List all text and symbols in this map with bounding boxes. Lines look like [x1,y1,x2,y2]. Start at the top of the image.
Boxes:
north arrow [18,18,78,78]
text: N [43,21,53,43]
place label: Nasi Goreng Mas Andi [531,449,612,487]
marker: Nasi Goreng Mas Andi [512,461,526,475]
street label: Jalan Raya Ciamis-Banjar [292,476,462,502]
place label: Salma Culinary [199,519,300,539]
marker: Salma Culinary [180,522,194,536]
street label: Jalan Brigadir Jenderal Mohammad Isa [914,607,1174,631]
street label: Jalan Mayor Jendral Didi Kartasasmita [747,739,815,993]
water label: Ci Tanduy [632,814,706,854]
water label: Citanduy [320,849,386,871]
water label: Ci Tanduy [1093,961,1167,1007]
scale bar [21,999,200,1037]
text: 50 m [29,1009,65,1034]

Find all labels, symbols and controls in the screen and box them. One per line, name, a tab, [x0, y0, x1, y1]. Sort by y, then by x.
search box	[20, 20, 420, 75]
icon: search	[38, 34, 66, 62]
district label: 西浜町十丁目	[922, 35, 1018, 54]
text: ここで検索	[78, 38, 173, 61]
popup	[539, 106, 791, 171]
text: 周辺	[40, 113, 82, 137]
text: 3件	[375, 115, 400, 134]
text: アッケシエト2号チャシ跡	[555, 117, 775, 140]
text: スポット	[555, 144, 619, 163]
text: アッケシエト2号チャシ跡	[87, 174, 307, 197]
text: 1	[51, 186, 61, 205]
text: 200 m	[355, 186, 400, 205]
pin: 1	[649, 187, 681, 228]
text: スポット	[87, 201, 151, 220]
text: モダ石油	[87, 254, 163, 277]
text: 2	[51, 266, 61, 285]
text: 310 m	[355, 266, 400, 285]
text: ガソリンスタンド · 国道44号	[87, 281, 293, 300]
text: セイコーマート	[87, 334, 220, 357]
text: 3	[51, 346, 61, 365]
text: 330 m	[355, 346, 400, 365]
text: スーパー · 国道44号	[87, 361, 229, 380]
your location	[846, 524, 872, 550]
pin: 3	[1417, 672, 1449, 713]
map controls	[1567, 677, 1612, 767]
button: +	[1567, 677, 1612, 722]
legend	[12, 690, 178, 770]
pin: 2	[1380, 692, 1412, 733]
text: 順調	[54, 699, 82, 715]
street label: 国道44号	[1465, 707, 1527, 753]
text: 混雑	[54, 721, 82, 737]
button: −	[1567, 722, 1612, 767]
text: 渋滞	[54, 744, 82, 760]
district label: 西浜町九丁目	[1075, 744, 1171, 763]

- - -

What you are asked to do:
Show every line above in which the word "Jalan" is found.

Response for this exercise:
street label: Jalan Raya Ciamis-Banjar [292,476,462,502]
street label: Jalan Brigadir Jenderal Mohammad Isa [914,607,1174,631]
street label: Jalan Mayor Jendral Didi Kartasasmita [747,739,815,993]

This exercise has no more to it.